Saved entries
════════

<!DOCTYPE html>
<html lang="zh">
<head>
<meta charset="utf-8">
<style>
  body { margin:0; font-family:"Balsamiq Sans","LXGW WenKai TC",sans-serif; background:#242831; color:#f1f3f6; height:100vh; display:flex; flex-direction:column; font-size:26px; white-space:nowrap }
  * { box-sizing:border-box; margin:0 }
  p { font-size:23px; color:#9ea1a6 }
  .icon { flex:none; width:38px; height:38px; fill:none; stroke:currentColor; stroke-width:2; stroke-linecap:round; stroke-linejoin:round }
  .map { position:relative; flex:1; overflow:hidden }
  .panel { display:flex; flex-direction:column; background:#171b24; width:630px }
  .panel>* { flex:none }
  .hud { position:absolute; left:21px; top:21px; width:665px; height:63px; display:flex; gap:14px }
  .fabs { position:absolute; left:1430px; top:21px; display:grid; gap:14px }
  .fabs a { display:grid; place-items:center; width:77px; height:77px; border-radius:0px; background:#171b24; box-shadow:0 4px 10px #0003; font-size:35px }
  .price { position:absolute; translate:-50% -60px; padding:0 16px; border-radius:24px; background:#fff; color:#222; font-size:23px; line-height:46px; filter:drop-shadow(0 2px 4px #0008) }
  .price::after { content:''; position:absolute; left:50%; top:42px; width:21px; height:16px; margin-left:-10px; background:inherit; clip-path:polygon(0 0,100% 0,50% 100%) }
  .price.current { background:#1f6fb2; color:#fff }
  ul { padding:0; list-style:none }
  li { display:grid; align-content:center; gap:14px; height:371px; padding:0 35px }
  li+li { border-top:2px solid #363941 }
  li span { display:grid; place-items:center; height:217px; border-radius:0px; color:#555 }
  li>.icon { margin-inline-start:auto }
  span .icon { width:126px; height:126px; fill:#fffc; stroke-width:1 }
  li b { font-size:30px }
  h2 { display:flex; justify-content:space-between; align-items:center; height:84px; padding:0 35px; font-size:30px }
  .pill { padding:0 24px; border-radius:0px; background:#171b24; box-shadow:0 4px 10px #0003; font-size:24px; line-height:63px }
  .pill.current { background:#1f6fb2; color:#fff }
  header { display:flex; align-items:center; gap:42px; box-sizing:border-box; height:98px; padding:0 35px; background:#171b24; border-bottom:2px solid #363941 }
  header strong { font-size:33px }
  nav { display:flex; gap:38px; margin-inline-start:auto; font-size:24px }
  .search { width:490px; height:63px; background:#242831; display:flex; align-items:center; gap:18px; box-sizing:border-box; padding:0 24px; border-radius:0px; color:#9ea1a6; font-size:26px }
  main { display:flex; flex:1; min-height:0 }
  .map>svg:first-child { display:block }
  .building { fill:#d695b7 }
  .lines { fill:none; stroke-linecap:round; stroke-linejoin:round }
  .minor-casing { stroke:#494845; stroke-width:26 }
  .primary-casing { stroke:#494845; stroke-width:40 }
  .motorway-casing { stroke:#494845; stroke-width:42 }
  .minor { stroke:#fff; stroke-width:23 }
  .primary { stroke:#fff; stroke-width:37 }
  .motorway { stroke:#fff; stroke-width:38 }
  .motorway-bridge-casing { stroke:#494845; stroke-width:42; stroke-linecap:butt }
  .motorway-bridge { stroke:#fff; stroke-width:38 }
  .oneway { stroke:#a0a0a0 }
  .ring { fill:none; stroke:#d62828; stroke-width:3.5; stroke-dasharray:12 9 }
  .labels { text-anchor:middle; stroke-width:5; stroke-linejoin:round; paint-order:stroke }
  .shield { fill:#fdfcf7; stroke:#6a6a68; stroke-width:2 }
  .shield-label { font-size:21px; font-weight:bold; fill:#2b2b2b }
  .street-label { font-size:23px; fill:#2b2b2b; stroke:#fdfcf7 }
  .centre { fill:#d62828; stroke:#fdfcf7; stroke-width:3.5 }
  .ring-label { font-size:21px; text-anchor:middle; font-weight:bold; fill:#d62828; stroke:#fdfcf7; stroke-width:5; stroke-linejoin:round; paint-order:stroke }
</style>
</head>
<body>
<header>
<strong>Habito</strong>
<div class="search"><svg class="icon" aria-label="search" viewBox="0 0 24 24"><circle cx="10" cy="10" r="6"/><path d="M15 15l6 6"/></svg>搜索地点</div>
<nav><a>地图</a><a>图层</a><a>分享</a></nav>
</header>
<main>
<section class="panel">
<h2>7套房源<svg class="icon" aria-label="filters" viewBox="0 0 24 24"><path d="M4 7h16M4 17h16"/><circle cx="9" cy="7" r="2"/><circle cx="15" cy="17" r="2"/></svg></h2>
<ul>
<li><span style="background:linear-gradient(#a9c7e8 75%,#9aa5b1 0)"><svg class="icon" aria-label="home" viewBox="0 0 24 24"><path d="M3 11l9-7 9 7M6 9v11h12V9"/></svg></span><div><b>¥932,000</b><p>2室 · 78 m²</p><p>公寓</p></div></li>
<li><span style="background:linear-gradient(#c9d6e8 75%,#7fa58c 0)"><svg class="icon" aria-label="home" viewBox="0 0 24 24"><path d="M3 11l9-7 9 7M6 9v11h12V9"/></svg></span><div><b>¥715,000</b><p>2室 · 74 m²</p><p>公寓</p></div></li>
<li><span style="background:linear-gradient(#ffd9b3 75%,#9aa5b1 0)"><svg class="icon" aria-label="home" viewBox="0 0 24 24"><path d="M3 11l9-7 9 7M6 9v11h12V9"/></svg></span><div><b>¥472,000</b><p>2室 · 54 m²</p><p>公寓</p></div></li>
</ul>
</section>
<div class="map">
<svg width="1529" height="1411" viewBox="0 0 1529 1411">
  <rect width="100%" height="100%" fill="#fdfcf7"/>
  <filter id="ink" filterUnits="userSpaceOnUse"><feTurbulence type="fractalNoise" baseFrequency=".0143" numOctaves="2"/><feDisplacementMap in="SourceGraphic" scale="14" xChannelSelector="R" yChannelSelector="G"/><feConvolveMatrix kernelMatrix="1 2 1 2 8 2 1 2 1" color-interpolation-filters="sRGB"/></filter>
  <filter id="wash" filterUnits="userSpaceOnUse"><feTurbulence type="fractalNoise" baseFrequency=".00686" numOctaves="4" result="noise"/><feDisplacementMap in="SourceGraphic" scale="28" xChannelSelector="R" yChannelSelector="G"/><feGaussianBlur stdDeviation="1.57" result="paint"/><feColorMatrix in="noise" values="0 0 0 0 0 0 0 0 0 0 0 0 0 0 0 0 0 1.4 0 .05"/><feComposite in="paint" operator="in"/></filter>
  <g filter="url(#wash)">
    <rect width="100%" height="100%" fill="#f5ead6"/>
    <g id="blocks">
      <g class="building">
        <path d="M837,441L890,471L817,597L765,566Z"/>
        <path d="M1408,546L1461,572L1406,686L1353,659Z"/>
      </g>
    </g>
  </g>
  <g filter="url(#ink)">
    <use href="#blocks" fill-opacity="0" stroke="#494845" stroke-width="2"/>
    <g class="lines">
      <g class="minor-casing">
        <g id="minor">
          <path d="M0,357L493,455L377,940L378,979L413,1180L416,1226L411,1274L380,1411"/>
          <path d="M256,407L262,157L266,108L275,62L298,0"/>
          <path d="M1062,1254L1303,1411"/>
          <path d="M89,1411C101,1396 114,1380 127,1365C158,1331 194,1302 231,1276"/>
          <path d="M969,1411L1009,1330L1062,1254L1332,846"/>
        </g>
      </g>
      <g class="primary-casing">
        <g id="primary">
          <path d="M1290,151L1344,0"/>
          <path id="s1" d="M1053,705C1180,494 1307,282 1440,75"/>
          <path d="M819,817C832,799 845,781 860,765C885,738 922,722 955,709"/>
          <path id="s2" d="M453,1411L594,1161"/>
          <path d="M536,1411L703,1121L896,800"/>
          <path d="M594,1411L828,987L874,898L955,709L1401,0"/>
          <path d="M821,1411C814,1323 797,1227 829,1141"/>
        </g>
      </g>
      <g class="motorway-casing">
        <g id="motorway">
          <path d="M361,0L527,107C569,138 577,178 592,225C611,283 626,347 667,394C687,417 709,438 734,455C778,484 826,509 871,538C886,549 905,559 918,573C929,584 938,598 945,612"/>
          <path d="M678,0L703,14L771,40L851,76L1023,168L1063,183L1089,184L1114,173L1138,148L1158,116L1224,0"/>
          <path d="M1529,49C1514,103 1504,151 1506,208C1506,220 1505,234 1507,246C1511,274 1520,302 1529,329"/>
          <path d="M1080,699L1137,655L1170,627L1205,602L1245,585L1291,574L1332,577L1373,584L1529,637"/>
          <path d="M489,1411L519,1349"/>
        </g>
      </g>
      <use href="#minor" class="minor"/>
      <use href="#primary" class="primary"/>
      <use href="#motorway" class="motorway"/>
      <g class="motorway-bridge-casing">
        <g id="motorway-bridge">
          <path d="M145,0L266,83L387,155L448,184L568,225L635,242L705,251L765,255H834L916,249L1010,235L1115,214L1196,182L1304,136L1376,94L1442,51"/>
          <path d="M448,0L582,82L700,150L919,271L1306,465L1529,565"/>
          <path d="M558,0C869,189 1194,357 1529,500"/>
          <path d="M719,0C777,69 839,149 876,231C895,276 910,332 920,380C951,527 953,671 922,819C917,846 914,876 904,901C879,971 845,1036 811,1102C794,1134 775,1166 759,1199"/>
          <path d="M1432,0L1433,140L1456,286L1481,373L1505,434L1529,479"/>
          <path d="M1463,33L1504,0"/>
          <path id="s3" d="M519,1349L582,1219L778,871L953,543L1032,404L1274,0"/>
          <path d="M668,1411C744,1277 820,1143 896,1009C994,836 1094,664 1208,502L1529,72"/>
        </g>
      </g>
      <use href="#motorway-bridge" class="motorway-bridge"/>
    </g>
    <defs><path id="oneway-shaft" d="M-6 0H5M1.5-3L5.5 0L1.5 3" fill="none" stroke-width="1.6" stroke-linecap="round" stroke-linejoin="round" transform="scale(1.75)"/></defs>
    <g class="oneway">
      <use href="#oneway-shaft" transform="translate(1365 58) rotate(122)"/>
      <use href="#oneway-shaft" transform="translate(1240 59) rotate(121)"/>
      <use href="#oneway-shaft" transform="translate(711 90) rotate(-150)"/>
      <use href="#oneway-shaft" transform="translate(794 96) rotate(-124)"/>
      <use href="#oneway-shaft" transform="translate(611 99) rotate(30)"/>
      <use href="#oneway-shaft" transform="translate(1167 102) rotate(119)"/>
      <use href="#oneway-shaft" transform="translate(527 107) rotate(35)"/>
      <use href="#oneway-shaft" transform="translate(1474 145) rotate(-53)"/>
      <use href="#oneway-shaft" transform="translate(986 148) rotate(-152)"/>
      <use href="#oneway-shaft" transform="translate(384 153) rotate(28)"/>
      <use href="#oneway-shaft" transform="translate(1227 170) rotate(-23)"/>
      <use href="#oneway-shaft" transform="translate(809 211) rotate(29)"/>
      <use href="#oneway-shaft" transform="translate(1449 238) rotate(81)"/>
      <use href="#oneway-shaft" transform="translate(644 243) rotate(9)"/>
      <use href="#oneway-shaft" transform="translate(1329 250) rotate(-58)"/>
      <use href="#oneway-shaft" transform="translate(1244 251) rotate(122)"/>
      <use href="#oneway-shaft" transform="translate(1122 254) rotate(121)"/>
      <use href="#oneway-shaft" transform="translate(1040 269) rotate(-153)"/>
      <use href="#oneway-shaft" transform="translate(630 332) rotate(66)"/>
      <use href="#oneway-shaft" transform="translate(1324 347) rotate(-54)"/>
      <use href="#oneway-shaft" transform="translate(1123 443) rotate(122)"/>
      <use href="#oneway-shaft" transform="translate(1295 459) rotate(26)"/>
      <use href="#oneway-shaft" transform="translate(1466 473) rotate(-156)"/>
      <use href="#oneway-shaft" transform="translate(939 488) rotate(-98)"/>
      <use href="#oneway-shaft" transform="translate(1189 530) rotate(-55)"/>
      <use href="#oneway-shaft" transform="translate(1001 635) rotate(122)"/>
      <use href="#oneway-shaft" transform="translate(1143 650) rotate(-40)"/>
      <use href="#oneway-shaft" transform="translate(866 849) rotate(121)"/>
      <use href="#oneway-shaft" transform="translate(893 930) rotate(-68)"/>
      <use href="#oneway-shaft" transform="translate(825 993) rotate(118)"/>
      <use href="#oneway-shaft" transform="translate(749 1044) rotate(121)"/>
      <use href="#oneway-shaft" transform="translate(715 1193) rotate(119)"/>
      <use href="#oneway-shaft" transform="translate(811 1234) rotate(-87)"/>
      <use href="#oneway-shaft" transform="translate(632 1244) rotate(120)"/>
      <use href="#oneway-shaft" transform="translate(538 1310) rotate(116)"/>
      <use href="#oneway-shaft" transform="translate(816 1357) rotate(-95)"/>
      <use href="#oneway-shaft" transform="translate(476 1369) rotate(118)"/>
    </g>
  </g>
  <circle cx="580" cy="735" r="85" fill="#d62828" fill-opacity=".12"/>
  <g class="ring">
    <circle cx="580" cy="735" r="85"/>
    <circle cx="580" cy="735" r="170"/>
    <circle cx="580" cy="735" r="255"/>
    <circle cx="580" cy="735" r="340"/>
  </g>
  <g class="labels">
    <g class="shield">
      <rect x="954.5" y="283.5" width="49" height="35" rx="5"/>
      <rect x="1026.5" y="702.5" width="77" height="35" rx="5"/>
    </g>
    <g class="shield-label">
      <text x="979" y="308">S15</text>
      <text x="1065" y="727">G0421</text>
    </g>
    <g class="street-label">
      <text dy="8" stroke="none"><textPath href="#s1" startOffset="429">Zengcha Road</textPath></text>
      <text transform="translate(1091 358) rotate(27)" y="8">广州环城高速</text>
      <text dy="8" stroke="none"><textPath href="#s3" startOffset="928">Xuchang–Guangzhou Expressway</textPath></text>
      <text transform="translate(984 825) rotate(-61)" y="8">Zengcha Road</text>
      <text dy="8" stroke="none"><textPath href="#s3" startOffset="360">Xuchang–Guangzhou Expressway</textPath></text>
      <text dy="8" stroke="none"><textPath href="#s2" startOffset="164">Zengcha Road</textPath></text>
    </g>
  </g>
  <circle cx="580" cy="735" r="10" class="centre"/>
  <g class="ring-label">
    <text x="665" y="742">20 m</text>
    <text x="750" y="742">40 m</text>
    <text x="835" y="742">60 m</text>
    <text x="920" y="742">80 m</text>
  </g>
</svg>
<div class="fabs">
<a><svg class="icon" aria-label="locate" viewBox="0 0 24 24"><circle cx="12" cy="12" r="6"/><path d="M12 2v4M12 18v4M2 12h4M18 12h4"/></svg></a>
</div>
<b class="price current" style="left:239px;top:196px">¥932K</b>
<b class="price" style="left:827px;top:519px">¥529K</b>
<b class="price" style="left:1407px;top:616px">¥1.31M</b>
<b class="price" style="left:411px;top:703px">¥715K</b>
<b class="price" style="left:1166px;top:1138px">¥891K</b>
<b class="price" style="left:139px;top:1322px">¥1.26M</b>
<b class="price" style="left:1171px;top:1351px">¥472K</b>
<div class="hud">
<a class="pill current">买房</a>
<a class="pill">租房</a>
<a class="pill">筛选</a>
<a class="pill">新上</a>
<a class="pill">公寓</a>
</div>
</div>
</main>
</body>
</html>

════════

WHAT IS REQUIRED
The lines from the beginning of the records through the line containing "position:absolute; left:1430px; top:21px;" should be reproduced exactly. Include nothing else.

ANSWER TO THIS PROBLEM
<!DOCTYPE html>
<html lang="zh">
<head>
<meta charset="utf-8">
<style>
  body { margin:0; font-family:"Balsamiq Sans","LXGW WenKai TC",sans-serif; background:#242831; color:#f1f3f6; height:100vh; display:flex; flex-direction:column; font-size:26px; white-space:nowrap }
  * { box-sizing:border-box; margin:0 }
  p { font-size:23px; color:#9ea1a6 }
  .icon { flex:none; width:38px; height:38px; fill:none; stroke:currentColor; stroke-width:2; stroke-linecap:round; stroke-linejoin:round }
  .map { position:relative; flex:1; overflow:hidden }
  .panel { display:flex; flex-direction:column; background:#171b24; width:630px }
  .panel>* { flex:none }
  .hud { position:absolute; left:21px; top:21px; width:665px; height:63px; display:flex; gap:14px }
  .fabs { position:absolute; left:1430px; top:21px; display:grid; gap:14px }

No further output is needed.